Winos: Pablo Echezeaux is a humble vigneron of the Hautes Côtes de Bourgogne. Every day he looks down at the vineyards of Vosne-Romanee, seething with envy about the fine lives those privileged, aristocratic producers have. At some point, he gets the idea that he can blend his own inferior wine with older stuff from the local villages and pass it off to hungry American auction houses as DRC or Leroy. Soon the Americans can’t get enough! Echezeaux expands production, creating huge outdoor bottling facilities in the middle of remote vineyards and ruthlessly dealing with rivals, who include gray marketeers and negociants.
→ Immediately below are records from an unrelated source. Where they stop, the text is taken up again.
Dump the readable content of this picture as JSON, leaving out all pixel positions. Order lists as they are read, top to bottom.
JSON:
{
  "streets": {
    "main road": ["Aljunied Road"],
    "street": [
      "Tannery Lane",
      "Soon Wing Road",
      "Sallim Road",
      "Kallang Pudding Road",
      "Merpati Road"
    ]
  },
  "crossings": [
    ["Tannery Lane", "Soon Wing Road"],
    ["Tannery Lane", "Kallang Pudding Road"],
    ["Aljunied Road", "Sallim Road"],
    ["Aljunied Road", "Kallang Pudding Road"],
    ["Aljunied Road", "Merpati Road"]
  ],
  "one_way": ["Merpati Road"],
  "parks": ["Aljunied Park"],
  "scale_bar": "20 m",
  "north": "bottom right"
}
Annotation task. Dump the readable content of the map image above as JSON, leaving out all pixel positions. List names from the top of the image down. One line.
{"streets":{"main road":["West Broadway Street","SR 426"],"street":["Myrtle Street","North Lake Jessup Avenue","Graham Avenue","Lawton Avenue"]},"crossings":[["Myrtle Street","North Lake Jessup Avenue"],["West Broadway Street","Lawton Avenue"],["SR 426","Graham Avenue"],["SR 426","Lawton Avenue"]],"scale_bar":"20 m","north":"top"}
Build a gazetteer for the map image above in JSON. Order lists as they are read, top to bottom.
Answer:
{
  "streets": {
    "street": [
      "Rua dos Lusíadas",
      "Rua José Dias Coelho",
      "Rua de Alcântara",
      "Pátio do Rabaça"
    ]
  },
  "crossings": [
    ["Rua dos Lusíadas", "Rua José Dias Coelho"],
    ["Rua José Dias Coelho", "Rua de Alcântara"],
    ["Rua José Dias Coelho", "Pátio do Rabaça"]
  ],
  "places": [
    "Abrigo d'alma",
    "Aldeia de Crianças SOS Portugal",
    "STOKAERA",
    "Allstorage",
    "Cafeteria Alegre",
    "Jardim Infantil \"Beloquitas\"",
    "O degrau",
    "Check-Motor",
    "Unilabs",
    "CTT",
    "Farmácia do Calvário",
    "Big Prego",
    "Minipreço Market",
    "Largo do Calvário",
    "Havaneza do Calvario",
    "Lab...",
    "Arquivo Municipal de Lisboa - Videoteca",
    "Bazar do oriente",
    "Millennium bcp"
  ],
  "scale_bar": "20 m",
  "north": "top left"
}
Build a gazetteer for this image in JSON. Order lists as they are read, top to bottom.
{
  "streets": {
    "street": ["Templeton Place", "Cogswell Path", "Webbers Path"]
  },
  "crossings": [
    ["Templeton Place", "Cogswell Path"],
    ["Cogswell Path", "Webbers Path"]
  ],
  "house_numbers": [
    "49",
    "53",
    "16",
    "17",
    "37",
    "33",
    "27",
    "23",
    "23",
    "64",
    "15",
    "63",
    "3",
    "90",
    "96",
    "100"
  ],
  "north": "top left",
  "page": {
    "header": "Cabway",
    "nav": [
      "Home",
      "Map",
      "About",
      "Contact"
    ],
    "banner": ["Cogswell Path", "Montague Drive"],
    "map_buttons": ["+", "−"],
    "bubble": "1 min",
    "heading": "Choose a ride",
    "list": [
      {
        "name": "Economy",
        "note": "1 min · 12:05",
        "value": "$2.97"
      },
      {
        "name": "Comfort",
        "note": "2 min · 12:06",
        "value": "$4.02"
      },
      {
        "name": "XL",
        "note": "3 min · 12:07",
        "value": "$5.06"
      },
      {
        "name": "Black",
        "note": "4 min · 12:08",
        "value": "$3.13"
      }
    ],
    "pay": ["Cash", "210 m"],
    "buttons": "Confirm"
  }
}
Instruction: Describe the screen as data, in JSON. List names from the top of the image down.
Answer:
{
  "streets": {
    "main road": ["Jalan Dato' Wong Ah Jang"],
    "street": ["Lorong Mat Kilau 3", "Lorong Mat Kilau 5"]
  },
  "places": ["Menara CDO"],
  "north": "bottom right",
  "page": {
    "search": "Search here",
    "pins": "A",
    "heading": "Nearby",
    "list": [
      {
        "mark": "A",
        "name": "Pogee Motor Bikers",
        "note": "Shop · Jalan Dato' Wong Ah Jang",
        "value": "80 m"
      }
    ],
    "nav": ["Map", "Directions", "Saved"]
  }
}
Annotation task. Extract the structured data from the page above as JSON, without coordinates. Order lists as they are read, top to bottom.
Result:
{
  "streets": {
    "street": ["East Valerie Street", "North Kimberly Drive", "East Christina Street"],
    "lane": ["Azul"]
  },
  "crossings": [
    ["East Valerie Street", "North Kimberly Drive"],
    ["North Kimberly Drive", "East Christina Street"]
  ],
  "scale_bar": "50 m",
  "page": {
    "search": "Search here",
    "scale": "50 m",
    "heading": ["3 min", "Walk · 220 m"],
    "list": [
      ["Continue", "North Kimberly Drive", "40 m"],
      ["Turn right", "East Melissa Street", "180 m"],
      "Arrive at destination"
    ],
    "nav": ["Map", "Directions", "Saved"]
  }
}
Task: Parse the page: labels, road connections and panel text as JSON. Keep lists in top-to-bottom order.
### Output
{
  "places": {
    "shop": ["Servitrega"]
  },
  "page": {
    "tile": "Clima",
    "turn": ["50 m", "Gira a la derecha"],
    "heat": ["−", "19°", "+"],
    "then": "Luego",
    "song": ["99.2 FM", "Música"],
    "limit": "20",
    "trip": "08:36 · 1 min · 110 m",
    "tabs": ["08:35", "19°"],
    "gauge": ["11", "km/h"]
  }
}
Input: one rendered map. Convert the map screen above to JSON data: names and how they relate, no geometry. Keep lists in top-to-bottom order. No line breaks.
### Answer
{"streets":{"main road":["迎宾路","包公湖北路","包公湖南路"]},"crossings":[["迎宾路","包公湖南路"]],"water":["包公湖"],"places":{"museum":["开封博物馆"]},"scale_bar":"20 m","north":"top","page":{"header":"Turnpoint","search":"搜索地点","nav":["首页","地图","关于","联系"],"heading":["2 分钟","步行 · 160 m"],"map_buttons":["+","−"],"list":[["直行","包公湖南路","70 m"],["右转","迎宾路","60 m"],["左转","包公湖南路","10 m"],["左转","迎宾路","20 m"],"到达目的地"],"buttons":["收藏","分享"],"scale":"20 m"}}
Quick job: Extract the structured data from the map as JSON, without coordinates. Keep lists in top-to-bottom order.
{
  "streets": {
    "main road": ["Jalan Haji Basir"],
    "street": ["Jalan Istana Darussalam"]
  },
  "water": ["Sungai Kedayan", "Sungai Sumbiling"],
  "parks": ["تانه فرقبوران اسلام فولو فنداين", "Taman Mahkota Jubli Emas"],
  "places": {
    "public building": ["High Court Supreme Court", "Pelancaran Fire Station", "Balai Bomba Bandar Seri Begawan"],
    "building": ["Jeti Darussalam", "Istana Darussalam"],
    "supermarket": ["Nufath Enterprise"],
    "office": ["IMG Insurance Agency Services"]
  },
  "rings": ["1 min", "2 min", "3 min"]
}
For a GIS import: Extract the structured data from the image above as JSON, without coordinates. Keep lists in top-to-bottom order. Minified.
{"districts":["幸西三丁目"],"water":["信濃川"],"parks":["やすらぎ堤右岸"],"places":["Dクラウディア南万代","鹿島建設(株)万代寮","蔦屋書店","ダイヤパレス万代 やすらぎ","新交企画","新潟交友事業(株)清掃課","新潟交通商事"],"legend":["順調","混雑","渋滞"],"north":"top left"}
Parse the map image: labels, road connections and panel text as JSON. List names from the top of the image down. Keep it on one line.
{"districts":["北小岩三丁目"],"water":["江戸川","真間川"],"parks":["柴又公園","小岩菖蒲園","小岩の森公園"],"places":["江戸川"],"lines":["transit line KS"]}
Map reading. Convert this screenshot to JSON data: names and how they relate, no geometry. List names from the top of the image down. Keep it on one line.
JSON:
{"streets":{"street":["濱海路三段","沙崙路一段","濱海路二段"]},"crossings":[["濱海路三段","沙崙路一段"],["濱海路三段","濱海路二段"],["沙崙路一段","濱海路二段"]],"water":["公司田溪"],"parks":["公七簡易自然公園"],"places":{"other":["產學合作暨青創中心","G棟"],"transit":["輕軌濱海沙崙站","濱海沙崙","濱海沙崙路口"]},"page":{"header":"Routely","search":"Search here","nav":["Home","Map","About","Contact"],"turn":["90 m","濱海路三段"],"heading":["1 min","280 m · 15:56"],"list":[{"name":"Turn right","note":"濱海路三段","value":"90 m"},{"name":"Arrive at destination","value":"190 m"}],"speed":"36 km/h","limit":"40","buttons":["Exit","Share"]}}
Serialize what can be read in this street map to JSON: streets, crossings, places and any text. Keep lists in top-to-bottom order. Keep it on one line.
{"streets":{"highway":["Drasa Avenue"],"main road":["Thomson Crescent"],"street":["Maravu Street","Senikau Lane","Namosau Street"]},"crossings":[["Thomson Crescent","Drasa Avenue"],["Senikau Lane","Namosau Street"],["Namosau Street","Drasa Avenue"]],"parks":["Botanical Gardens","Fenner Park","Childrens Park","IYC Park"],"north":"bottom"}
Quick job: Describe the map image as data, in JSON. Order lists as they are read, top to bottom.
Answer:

As the Feds try to shut him down, Echezeaux must find increasingly creative ways to smuggle his fake wine into the US. He grows rich and, with shocking ease, is invited into Burgundian high society. Here he is at lunch with Jean-Charles Boisset. There he is in photo ops with Burghound. All the while, the village of Vosne-Romanée is turning into one of the most violent places in the Côte de Nuits. Vineyard workers find a severed head in Richebourg. A white van burns on the Route de Grands Crus. Meanwhile, special agents begin to close in.

Rudy Donovan: Rudy Donovan (Jason Cho) is wine ‘fixer.’ When Hollywood’s elite needs that fancy bottle, he is on call, and somehow always comes to the rescue with the perfect wine. While Rudy is clothed in a certain hardboiled glamour, he has a darkly criminal past, and no one knows exactly where he gets all this old wine. His two brothers, one an alcoholic sommelier and the other a washed-up wine writer, alternately complicate and animate his life. It’s all copacetic, however, until Rudy’s father, Hardy Rodenstock, just released from 20 yrs of hard time comes to town to get in on the action.

The Trellis: Set in gritty Lompoc ghetto, a Rudy-led gang of wine forgers battle against other gangs for control over the fake wine trade, while the well-meaning but dysfunctional Lompoc PD struggles to bring them to justice. Honest wine ghetto winemakers struggle to keep their nobility amid a growing epidemic of fake Pinot Noir and wanton violence.

Orange is the New Rosé: This show takes place inside the maximum security prison for wine criminals, including Rudy (Jason Cho). Watch as the characters navigate the complicated, dangerous environment of a wine prison block, trying desperately to survive, much less make parole. See them navigate the turf war being waged by the ruthless prison gangs—Special Club, IPOB, VDP—while at the same time fermenting fruit cocktail into fake Sauternes, selling fraudulent wine futures, and pairing cellblock hooch with prison food.